**REQUIREMENT:**
Each line in the entries below that holds the word "shaded" belongs in the answer.
_ _ _ _
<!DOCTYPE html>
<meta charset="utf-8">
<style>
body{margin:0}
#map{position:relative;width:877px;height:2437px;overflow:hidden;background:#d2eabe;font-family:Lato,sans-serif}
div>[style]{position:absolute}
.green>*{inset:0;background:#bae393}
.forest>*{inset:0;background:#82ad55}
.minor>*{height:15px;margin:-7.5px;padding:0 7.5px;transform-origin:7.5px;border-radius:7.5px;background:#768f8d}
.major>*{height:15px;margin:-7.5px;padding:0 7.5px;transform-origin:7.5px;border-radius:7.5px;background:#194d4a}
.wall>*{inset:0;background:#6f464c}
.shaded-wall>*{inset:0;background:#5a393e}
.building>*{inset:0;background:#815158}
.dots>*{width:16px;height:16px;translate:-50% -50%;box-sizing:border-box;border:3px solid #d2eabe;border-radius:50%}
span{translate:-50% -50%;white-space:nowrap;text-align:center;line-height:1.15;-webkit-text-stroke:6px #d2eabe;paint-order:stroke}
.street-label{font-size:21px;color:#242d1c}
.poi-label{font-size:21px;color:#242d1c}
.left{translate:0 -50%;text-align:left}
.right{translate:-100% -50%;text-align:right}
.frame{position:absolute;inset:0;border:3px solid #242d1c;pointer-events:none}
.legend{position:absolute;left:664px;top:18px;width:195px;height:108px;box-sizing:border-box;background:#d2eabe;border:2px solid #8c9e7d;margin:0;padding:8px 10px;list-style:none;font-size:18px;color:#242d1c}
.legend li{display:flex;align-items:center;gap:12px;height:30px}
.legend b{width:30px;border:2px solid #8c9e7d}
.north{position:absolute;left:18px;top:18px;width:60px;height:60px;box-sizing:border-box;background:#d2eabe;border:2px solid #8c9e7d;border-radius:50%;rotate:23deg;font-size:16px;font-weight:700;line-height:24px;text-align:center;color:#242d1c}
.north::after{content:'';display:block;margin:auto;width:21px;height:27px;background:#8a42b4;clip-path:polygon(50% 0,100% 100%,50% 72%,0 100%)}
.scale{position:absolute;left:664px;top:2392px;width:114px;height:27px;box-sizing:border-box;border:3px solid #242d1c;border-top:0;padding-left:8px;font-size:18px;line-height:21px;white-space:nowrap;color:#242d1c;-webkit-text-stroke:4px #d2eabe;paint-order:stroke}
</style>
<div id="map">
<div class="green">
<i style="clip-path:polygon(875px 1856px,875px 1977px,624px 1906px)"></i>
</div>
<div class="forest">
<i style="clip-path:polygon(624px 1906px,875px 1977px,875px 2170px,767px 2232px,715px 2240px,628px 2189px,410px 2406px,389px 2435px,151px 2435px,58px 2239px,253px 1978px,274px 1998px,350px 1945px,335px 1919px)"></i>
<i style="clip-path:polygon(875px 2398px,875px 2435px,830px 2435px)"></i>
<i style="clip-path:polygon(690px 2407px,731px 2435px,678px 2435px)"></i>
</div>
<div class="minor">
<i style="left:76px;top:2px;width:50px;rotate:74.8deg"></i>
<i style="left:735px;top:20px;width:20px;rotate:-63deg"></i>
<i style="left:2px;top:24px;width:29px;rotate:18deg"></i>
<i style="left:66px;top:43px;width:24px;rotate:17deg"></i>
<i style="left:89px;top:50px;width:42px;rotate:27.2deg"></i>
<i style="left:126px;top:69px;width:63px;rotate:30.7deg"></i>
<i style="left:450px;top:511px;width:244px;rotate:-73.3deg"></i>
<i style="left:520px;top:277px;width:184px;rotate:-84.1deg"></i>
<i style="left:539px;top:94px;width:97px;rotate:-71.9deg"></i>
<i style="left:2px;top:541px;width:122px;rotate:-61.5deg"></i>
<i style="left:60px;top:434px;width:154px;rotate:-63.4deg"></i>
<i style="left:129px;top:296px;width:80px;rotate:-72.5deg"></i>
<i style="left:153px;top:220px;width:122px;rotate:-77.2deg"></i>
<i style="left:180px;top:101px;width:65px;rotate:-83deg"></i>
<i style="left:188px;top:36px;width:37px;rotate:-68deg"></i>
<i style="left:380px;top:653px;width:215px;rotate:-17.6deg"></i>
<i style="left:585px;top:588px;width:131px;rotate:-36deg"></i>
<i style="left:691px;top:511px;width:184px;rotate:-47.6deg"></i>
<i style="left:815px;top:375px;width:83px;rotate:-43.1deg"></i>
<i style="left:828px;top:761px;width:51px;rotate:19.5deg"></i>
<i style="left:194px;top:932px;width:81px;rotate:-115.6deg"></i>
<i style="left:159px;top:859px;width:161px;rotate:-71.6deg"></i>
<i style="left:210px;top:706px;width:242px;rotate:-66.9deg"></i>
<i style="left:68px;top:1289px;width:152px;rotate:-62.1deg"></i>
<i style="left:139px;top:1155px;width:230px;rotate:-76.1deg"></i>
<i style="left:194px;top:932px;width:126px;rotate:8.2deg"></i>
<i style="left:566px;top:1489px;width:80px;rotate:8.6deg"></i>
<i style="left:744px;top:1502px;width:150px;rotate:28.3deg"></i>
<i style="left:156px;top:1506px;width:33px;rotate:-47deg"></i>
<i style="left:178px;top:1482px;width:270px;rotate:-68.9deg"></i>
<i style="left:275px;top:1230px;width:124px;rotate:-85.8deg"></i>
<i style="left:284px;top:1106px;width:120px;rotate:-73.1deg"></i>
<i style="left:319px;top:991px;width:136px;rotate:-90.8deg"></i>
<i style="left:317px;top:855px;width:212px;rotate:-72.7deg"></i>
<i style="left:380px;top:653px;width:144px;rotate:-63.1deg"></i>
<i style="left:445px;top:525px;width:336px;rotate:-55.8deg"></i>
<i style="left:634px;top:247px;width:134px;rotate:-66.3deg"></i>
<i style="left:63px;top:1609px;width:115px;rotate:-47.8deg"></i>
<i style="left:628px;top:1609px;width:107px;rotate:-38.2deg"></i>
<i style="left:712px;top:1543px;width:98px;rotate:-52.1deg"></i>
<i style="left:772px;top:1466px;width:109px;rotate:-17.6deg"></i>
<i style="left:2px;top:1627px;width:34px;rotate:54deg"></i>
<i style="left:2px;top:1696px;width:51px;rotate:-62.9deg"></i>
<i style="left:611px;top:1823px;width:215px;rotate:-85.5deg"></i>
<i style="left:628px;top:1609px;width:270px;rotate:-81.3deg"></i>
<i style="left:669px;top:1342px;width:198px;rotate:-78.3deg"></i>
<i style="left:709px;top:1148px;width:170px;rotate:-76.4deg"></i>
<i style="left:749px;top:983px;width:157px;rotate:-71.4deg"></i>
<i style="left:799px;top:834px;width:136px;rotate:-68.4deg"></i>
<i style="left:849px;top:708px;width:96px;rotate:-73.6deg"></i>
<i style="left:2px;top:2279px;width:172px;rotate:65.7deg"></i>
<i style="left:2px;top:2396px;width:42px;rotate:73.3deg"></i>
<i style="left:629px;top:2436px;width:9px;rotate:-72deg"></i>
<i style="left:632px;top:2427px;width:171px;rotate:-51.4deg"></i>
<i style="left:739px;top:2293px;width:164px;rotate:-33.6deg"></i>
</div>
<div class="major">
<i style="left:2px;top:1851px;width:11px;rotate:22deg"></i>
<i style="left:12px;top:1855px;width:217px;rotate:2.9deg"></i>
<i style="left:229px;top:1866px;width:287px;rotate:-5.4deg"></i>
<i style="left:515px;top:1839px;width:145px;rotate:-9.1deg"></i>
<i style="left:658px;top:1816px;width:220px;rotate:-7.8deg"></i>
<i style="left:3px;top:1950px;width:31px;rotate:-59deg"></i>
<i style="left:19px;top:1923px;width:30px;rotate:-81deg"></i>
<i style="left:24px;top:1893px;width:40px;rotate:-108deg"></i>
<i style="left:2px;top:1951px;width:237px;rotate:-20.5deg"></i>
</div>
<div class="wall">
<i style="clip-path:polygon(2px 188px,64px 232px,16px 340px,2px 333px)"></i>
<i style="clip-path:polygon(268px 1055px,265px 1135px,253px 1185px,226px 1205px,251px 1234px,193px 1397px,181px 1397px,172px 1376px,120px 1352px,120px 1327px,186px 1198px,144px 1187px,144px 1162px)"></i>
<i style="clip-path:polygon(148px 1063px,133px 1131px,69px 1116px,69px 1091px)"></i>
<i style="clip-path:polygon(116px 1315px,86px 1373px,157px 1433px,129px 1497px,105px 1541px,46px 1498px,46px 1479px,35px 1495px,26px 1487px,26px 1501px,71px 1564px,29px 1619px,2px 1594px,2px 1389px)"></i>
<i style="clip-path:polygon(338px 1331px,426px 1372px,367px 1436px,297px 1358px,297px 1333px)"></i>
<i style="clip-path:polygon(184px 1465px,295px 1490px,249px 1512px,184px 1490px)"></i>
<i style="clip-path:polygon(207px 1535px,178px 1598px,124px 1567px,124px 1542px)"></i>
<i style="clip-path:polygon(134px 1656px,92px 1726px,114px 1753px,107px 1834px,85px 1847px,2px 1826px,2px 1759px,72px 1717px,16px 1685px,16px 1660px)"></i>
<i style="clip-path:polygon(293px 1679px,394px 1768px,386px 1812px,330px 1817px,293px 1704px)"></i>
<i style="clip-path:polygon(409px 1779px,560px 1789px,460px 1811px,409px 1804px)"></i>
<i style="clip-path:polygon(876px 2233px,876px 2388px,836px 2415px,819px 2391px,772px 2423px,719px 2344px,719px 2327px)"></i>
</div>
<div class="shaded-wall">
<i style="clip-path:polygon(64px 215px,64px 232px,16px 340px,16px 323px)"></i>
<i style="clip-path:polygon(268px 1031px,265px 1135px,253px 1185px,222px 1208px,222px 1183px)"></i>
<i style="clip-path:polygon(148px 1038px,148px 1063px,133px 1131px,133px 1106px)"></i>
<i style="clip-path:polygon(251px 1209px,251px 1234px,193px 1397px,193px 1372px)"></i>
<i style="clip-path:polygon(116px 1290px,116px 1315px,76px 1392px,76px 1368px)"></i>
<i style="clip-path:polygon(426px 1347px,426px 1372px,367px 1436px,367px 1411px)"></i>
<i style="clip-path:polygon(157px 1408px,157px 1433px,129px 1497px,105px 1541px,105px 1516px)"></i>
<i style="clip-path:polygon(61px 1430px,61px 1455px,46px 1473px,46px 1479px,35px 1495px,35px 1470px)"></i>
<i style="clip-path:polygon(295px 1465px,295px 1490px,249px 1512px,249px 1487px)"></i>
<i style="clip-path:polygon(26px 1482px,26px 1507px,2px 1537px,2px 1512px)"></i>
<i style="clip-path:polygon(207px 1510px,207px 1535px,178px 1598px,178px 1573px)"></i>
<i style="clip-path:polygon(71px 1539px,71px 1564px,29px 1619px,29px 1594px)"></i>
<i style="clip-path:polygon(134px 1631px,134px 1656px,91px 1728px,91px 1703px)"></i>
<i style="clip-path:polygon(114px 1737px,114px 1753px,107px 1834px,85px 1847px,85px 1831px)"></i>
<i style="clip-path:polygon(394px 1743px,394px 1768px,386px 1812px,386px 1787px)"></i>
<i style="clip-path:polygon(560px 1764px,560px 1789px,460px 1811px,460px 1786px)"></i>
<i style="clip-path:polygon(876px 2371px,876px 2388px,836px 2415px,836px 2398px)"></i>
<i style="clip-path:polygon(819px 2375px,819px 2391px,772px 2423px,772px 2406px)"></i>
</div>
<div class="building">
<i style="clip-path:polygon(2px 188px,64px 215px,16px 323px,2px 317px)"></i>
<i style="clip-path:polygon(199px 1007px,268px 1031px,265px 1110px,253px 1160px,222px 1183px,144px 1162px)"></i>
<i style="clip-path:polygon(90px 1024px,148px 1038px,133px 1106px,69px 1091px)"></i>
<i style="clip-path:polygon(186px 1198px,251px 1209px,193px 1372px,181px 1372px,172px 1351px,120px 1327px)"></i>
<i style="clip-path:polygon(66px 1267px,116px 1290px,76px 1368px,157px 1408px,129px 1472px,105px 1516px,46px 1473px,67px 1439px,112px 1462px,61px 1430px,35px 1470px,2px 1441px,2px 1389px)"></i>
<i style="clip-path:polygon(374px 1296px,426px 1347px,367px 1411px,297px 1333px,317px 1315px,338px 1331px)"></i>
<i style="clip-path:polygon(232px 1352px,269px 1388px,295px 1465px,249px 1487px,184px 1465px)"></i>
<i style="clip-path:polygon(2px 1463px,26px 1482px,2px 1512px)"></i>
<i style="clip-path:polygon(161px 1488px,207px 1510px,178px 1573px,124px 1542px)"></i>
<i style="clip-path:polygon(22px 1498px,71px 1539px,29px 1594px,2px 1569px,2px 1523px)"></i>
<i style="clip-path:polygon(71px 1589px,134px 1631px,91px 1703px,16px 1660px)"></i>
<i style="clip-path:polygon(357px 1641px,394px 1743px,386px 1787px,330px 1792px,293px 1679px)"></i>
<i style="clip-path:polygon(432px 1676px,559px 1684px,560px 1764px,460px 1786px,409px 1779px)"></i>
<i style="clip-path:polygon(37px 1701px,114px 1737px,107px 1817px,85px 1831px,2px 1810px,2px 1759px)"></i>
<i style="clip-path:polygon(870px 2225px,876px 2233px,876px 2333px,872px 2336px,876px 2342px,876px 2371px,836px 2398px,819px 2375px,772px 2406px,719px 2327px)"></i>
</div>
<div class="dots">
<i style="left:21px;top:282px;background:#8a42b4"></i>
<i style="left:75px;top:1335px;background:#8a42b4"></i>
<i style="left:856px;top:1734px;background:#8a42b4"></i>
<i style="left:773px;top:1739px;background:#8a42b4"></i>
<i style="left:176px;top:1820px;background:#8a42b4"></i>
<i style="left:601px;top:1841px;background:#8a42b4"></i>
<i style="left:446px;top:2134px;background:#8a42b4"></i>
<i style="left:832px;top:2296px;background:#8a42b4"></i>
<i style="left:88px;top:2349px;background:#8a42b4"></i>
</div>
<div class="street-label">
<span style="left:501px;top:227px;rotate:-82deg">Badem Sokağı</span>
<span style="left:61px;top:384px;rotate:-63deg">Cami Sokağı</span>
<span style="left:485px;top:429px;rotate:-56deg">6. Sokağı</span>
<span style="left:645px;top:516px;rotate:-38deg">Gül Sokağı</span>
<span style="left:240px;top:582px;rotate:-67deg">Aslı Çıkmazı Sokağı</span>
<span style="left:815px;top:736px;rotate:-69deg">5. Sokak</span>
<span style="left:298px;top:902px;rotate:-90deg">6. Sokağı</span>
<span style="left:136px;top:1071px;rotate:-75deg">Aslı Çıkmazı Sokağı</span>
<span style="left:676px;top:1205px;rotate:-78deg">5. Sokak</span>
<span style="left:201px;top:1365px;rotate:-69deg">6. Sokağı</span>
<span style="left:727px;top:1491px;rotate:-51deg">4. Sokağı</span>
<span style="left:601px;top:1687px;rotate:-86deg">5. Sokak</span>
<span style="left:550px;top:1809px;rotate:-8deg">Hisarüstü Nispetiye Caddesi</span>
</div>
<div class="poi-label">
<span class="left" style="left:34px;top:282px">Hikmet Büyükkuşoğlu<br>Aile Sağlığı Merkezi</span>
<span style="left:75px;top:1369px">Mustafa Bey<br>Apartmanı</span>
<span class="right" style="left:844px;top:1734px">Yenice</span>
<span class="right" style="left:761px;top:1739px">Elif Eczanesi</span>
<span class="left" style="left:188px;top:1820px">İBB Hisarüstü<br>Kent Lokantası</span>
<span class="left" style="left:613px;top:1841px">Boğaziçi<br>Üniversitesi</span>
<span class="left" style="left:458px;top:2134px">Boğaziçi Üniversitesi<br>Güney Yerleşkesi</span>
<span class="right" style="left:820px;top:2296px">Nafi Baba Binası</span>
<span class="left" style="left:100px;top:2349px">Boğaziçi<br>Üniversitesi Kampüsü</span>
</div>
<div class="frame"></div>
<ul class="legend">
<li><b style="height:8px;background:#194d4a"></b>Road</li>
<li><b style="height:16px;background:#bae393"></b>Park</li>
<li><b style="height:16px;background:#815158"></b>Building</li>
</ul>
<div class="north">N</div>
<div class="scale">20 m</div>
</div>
_ _ _ _
**WRITTEN ANSWER:**
.shaded-wall>*{inset:0;background:#5a393e}
<div class="shaded-wall">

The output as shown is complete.